In this scenario, each share of stock claims $1 of earnings. If, after the acquisition, 150 shares of stock are outstanding, each share of stock can claim only 67 cents of the $100 of earnings. This diluted ownership impacts the amount of dividends or the portion of ownership you have in the company for the rest of the time you own that stock.
Companies don’t make information easily accessible, and they often hide the financial impact of an acquisition or merger on the value of your shares by writing the notes to the financial statements in such a convoluted way that you have to be a detective to sort out the relevant details.
Another important note you can check out to find the impact of mergers and acquisitions on the consolidated financial statements is the note that explains goodwill. Goodwill is the amount of money a company pays in excess of the value of the assets when it buys another company.

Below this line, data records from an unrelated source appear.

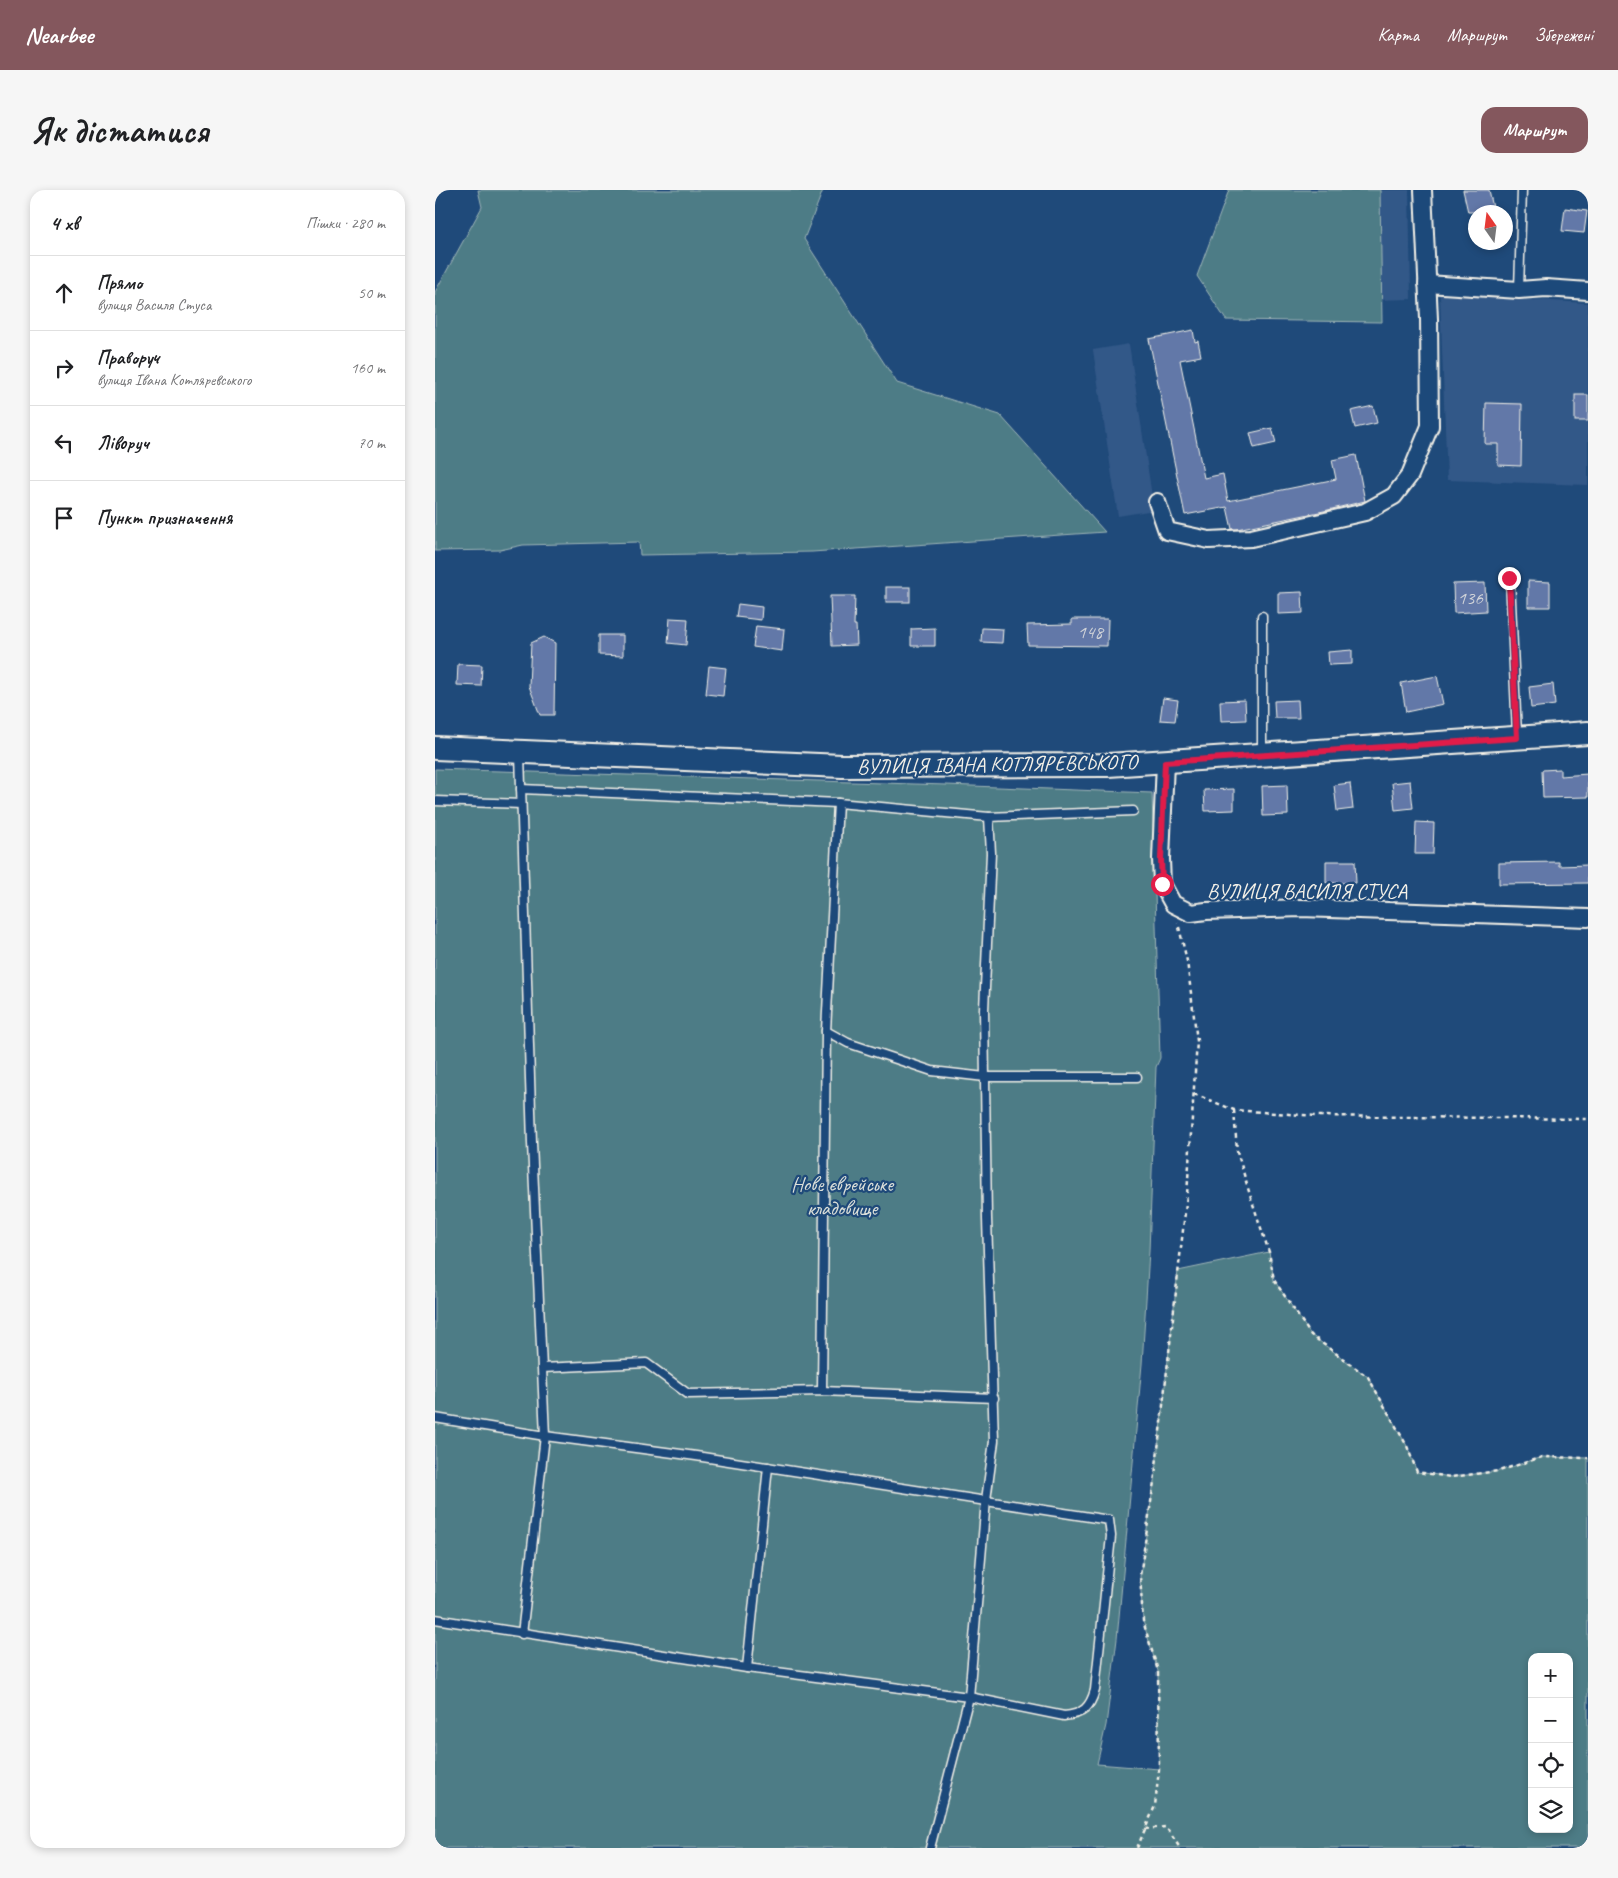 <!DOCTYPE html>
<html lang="uk">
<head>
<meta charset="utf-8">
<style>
  body { margin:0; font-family:Caveat,sans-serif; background:#f6f6f6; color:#202124 }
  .controls { position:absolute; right:15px; bottom:15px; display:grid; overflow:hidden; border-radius:10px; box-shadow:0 2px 8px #0003 }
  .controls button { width:45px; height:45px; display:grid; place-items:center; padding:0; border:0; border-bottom:1px solid #e0e0e0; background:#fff; color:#202124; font:25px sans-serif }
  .compass { position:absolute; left:1033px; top:15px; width:45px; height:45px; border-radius:50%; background:#fff; box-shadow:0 2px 8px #0003; rotate:346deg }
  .stop { position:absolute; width:15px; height:15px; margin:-11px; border:4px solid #e11d48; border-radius:50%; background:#fff }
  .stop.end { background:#e11d48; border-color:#fff; box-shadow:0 1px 5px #0008 }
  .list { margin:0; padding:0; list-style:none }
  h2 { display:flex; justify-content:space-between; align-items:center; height:65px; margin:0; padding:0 20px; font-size:21px }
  h2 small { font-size:16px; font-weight:400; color:#757577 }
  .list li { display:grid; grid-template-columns:32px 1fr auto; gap:15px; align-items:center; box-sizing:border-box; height:75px; padding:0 20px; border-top:1px solid #e0e0e0 }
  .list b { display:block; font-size:19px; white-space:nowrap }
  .list p { margin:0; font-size:16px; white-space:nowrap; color:#757577 }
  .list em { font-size:16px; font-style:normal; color:#757577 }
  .icon { flex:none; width:28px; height:28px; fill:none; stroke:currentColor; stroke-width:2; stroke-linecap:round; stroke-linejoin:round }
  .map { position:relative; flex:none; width:1153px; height:1658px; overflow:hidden; border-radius:15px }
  header { display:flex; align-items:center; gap:30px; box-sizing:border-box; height:70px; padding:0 25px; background:#84575d; color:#fff }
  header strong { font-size:24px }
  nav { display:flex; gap:28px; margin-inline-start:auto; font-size:18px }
  .intro { display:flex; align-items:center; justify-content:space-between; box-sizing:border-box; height:120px; padding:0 30px }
  h1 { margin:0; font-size:35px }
  .button { padding:12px 22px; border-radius:15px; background:#84575d; color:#fff; font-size:18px; font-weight:700 }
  main { display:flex; gap:30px; padding:0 30px }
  aside { flex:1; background:#fff; border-radius:15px; box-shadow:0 2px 8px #0003 }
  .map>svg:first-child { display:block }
  .built { fill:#335888 }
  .green { fill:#4d7c86; stroke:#a0b6b7; fill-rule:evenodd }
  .building { fill:#6278a8; stroke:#f4f1e8 }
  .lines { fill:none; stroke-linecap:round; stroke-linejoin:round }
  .lane-casing { stroke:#f4f1e8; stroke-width:11 }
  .street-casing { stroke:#f4f1e8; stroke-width:20 }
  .secondary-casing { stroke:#f4f1e8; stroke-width:26 }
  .path { stroke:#f4f1e8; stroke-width:2.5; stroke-dasharray:4 4; stroke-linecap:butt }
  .lane { stroke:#1f4a7a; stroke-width:8 }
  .street { stroke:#1f4a7a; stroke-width:16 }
  .secondary { stroke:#1f4a7a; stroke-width:22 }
  .route { stroke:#e11d48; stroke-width:6 }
  .labels { text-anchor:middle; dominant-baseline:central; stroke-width:4.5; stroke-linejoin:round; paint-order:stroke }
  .number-label { font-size:19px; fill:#d0d3d8 }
  .street-label { font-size:21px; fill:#f4f1e8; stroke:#1f4a7a }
  .park-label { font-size:21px; fill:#dbdfd9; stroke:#1f4a7a }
</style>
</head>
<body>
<header>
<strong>Nearbee</strong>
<nav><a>Карта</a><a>Маршрут</a><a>Збережені</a></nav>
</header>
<div class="intro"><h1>Як дістатися</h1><a class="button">Маршрут</a></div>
<main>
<aside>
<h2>4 хв<small>Пішки · 280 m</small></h2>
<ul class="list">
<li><svg class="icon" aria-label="ahead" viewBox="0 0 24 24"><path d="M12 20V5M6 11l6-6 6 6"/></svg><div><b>Прямо</b><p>вулиця Василя Стуса</p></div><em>50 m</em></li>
<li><svg class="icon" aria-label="right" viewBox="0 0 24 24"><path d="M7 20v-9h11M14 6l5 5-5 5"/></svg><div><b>Праворуч</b><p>вулиця Івана Котляревського</p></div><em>160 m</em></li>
<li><svg class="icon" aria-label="left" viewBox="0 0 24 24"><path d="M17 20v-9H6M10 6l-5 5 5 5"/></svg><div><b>Ліворуч</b></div><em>70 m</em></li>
<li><svg class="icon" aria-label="arrive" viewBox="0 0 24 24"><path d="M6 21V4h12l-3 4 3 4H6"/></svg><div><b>Пункт призначення</b></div></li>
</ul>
</aside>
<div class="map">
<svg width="1153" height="1658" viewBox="0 0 1153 1658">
  <rect width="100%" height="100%" fill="#1f4a7a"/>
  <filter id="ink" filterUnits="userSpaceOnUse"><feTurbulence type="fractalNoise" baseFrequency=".02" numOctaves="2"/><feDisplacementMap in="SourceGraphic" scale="10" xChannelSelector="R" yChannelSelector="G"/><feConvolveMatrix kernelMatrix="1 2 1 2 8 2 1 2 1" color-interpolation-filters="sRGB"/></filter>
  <g filter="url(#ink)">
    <g class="built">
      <path d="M939 0H974L976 109 941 110Z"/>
      <path d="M1005 105 1153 113V295L1012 290Z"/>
      <path d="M694 154 719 320 683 326 658 160Z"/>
    </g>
    <g class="green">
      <path d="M43 0H388L369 49 462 193 565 225 670 342 377 362 205 365 204 352 88 355 65 360 0 361V102L47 17Z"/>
      <path d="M794 0H945L947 132 791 130 762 86Z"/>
      <path d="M0 579 511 595 717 603 725 868 721 877 714 1061 707 1174 682 1449 671 1535 662 1574 724 1579 723 1481 708 1431 705 1386 720 1285 743 1081 834 1062 839 1090 876 1145 933 1187 972 1256 982 1282 1016 1287 1064 1281 1107 1267 1153 1268V1658H0ZM1097 1467H1134V1639H1097Z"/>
    </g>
    <g class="building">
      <path d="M1028 0H1054L1059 22H1033Z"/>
      <path d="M1130 18 1152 21 1149 43 1127 41Z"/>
      <path d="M758 140 760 152 763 151 766 166 745 170 769 288 788 284 793 311 901 289 897 270 921 265 930 311 889 321 802 339H797L792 317 750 325 714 149Z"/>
      <rect x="1140" y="205" width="13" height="26"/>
      <path d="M1051 213 1087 214 1086 276 1063 275V254H1050Z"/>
      <path d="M938 216 942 233 920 238 916 221Z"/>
      <path d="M837 238 841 253 819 258 815 243Z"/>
      <path d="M1093 391 1115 392V417H1093Z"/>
      <path d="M1050 393 1051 421 1019 423 1018 394Z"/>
      <rect x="451" y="397" width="24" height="15"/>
      <path d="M867 402 868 423 843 424V403Z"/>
      <path d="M395 406H420L419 435H421L422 455 397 456Z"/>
      <path d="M303 414 327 417 326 430 301 427Z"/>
      <path d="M235 428 253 429 251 455 233 453Z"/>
      <path d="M637 429H673L672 456 593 455 592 435 637 434Z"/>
      <path d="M321 436 349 439 347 461 318 457Z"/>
      <path d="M500 438V456H476V439Z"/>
      <path d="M547 438 568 439 567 453 546 452Z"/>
      <path d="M164 445H188V466L164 465Z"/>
      <path d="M109 447 120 453 119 525H105L94 496 96 453Z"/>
      <path d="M917 460V474L894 475 893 462Z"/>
      <path d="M23 474 47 475 46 496 22 495Z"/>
      <path d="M274 476 291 478 288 506 271 504Z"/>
      <path d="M1002 486 1008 514 971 522 966 493Z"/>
      <path d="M1118 494 1120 515 1096 518 1094 497Z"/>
      <path d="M728 508 743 510 740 531 725 530Z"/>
      <path d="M810 510 811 530 786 531 785 511Z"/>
      <path d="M863 510 864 528H840L839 511Z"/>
      <path d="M1125 579V586L1153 584V607L1108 608 1107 580Z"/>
      <path d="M975 591 978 618 960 620 957 593Z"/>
      <path d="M915 593 918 619 902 621 899 595Z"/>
      <path d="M852 595 853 625 828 626 827 596Z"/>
      <path d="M799 599V620L770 621 769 600Z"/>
      <path d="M981 632 999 633 998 664H980Z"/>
      <path d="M891 671H920L921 693H891Z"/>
      <path d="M1124 672V676L1153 675V693L1064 694V673Z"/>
    </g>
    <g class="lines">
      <g class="lane-casing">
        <g id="lane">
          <path d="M1084 100 1087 0"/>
          <path d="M1075 388 1082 545"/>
          <path d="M827 426V564"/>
          <path d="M85 564 97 953 110 1246 87 1444"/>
          <path d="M86 599 403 613 554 627 698 621"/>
          <path d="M0 611 86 614"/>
          <path d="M391 841 413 853 497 881 550 887H702"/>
          <path d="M107 1178 211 1173 253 1204 387 1201 559 1208"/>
          <path d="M387 1201 391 841 403 613"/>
          <path d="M0 1228 110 1246 261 1266 674 1330 676 1346 660 1500C655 1518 648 1524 629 1526L534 1507 312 1478 0 1429"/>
          <path d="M312 1478 333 1277"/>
          <path d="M495 1658 534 1507 551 1310 559 1251 552 1029 549 820 556 663 554 627"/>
        </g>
      </g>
      <g class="street-casing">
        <g id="street">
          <path d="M992 94 1084 100 1111 98 1153 101"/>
          <path d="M722 312 732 341 774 350 816 348 930 322 959 306 975 285 995 236 994 129 988 0"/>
          <path d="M730 572 726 669 727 694 738 714 756 723 771 721 866 718 1153 728"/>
        </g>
      </g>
      <g class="secondary-casing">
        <path id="secondary" d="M0 558 407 576 673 575 1153 543"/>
      </g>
      <g class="path">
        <path d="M759 904 799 920 881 926 1153 929"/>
        <path d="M799 920 802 961 815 1005 834 1062 839 1090 876 1145 933 1187 972 1256 982 1282 1016 1287 1064 1281 1107 1267 1153 1268"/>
        <path d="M710 1639 731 1637 745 1658"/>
        <path d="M702 1658 720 1616 724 1579 723 1481 708 1431 705 1386 720 1285 752 1005 762 851 752 771 743 733"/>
      </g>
      <use href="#lane" class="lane"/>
      <use href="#street" class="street"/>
      <use href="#secondary" class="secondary"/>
    </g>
  </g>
  <g class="lines" filter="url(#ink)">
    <path class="route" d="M727 694 726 669 730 572 1082 548 1074 388"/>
  </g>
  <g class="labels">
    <g class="number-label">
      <text x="1035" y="408">136</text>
      <text x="655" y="442">148</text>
    </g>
    <g class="street-label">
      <text transform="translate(562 574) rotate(-1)">ВУЛИЦЯ ІВАНА КОТЛЯРЕВСЬКОГО</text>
      <text x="872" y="701">ВУЛИЦЯ ВАСИЛЯ СТУСА</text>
    </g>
    <g class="park-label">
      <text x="407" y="994">Нове єврейське<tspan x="407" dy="24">кладовище</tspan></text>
    </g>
  </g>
</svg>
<div class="controls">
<button>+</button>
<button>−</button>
<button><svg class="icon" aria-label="locate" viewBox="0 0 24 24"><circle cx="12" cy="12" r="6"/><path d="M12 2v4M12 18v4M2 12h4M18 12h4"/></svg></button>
<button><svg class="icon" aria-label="layers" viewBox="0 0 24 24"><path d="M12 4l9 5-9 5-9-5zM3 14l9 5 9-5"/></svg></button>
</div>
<svg class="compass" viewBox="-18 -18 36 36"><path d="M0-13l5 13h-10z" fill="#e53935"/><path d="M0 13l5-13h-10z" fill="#757577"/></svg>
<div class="stop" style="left:727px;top:694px"></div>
<div class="stop end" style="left:1074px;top:388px"></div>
</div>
</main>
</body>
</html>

For example, suppose a company has $100 million in assets, and another company offers to buy it for $150 million. The extra $50 million doesn’t represent tangible assets like inventory or property; it represents extra value because of customer loyalty, store locations, or other factors that add value. Goodwill is a factor only in the case of a merger or acquisition that involves acquiring 100 percent of the affiliate.
Liquidations or discontinued operations
Whenever a company sells a subsidiary or other affiliate or discontinues its operations, a note to the financial statements regarding this transaction appears in the year in which the transaction first occurred. After the first year, any impact that a sale or a discontinuance of operations has on a company’s operating results is usually buried in other notes.
Just like with mergers and acquisitions, you have to play detective to find out any ongoing impact that these changes have had on the company.
The company includes information in the notes about any profits or losses related to the liquidation of an asset or discontinued operations. Because these transactions can impact financial statements over a number of years, the fine print includes financial impacts for the years prior to the year being reported, as well as anticipated future impacts.
When reading the consolidated financial statements and their related notes, be sure you look for any mention of the impact of previous mergers or acquisitions of affiliates and how those transactions may still be impacting the financial statements.
You may find notes related to impacts on the balance sheet, income statement, shareholders’ equity, or cash flows. Transactions involving affiliates can impact any of these statements.